Asked at 10:59 pm on December 10th 2014
We don’t have an exact chronology of the date of the visit by the Magi but from the description in Matthew it would seem it is shortly after the birth of Jesus.
As to their number there have been different views about this, with some even postulating that there were twelve of them. The number of three gradually came to be the accepted version, probably because it corresponds to the number of the gifts they brought.
You might like to read this article that comments on some of the different views about who the Magi were.

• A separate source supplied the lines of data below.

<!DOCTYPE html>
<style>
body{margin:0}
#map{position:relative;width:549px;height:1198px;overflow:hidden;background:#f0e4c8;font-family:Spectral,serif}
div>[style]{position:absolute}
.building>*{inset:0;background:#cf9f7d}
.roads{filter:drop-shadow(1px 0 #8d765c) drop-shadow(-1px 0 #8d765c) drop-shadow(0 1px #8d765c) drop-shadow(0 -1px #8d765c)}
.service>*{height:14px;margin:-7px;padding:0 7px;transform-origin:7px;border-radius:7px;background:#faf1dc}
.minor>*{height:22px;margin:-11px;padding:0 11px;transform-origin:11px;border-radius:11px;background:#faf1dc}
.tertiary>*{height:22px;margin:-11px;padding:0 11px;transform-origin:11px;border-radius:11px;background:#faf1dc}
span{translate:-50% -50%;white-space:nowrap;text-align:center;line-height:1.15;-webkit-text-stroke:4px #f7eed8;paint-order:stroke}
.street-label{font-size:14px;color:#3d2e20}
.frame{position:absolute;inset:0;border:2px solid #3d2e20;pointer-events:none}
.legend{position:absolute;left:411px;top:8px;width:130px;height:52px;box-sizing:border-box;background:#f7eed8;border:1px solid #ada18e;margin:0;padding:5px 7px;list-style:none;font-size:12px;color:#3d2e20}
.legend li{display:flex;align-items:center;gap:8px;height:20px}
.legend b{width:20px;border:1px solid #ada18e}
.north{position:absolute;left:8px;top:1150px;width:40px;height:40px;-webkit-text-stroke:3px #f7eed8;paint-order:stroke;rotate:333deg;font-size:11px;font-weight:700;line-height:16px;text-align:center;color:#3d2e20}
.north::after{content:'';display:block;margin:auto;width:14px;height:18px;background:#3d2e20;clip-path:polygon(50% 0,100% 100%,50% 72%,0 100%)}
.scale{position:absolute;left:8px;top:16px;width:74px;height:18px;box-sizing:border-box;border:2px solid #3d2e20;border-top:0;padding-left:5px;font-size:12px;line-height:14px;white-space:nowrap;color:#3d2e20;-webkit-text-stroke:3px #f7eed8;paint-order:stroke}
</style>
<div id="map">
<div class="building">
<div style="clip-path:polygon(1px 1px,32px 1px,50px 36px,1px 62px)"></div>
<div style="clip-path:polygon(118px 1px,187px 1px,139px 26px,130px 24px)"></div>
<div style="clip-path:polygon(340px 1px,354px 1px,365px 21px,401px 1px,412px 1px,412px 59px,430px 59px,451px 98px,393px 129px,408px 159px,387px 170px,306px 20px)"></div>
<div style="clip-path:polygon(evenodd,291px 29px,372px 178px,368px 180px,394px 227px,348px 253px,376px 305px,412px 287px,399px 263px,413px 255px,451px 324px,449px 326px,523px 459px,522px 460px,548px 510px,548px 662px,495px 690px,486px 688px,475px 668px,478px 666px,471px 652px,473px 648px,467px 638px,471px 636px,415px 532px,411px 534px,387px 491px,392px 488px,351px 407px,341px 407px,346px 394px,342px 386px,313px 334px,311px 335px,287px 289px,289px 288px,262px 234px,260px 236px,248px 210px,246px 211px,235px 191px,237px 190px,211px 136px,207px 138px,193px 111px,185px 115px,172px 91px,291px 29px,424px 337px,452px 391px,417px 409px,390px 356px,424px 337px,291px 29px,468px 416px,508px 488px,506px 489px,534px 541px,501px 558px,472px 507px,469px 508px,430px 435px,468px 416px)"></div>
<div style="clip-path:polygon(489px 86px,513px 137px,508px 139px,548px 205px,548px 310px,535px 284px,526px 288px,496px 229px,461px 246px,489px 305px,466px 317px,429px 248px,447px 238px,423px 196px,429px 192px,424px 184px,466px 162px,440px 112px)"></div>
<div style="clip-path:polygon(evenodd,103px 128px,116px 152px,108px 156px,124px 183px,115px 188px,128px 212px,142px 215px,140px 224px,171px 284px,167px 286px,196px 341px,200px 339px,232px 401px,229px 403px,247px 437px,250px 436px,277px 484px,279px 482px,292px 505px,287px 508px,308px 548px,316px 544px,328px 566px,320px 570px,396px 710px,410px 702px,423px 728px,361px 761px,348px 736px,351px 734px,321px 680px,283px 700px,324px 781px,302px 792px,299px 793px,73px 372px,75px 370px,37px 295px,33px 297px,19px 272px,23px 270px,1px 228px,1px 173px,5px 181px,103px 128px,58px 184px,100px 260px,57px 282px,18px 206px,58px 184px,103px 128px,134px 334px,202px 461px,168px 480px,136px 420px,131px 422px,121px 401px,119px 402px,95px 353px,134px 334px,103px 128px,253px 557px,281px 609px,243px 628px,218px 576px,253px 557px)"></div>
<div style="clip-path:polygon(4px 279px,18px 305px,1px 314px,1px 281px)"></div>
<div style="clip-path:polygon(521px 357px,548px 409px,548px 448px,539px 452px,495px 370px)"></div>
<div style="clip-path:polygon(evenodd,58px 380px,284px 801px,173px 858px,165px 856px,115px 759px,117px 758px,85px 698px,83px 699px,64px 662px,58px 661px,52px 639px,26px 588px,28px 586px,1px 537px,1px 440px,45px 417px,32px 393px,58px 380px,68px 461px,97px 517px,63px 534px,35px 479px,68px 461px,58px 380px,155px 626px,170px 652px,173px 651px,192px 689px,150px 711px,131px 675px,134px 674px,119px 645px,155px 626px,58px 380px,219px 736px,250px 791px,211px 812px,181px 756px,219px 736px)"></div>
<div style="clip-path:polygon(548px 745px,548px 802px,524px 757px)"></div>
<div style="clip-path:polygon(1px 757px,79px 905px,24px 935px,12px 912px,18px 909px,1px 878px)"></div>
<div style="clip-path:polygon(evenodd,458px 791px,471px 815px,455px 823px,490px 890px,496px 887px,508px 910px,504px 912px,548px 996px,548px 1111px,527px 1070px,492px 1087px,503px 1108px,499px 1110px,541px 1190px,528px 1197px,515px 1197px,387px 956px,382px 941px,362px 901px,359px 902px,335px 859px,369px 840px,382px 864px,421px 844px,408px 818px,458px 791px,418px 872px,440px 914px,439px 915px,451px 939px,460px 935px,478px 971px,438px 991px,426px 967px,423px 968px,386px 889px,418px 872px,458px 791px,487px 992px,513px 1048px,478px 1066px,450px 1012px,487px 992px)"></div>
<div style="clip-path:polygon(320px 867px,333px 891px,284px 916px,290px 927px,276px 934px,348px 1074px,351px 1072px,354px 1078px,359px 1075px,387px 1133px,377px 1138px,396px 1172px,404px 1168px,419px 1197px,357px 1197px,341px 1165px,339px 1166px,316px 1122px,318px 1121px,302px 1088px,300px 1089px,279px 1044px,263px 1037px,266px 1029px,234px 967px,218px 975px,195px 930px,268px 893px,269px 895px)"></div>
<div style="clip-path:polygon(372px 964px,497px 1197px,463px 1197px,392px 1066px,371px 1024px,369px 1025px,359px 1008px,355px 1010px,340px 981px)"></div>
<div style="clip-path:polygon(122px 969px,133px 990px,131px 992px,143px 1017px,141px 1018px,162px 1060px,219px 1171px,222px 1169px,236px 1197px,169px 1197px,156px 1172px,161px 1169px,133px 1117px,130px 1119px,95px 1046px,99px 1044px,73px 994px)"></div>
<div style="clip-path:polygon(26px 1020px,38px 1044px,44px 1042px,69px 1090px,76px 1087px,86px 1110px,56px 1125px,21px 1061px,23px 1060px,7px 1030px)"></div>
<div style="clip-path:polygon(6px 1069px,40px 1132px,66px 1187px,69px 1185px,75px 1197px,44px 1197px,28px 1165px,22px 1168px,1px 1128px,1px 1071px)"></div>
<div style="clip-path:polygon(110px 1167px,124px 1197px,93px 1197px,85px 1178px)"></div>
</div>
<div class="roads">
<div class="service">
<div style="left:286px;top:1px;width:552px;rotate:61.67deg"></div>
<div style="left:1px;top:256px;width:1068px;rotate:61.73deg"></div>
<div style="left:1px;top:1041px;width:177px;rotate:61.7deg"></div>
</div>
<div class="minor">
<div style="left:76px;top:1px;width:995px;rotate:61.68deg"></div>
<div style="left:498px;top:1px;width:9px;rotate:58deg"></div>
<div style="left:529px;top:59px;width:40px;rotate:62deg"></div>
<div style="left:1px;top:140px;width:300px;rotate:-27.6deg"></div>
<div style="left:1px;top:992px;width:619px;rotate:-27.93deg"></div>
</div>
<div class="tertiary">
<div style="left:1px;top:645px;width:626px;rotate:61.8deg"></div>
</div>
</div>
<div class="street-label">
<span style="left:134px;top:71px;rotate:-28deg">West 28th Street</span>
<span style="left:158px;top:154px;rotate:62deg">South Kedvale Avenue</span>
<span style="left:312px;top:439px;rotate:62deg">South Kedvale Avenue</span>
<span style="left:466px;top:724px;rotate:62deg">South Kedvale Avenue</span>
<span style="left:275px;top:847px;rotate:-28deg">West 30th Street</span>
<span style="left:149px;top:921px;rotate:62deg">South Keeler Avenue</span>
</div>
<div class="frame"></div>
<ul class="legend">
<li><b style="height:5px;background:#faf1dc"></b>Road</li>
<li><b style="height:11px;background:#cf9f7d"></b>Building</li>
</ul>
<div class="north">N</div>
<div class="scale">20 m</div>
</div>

Replied at 03:54 am on December 11th 2014
I was wondering whether the Magi came much later (as much as a year later) because Herod wanted infants up to 2 years old killed and he had used the time of the star’s rising he got from the Magi to figure out the age of Jesus. It’s pretty hard to mix up a newborn with a toddler so perhaps Jesus was already a toddler. In Matthew Chapter 2 we read that:
Jesus was born in Bethlehem in Judea. This happened while Herod was king of Judea. After Jesus’ birth, Wise Men from the east came to Jerusalem. They asked, “Where is the child who has been born to be king of the Jews? We saw his star when it rose. Now we have come to worship him.”
After theWise Men had listened to the king, they went on their way. The star they had seen when it rose went ahead of them. It finally stopped over the place where the child was. When they saw the star, they were filled with joy. The Wise Men went to the house.
So maybe the star rose in the east when Jesus was born and it took the Magi a year to plan, co-ordinate and then make the trip. They may have gone to Bethlehem first to see Herod then on to Nazareth following the star which “went ahead of them”. This could explain why “the Wise Men went to the house where the child was”. It makes more sense of the age of the Holy Innocents too.
Replied at 06:46 am on December 22nd 2014
Your interpretation could be correct, the fact is that the Gospels are not intended to be a precise historical chronology, and in that sense they are alike to the writings of the time that were not so precise in terms of dates and times as we are in the modern age. It is hard for us to appreciate how much things changed with the coming of the modern era and the possibility of being able to tell times and dates with precision.
In the time of Jesus, and for many centuries after, there were, for the ordinary person, no watches, clocks, or reliable ways of determining dates and events.
The Gospels are intended to convey to us the “Good News”, the message of salvation, and this they do very well. If there are some contradictions or doubts in the details of when and where everything happened this is very normal and while our curiousity leaves us wondering about some of the facts what we do know is that a Saviour was born and that this changed the whole course of history.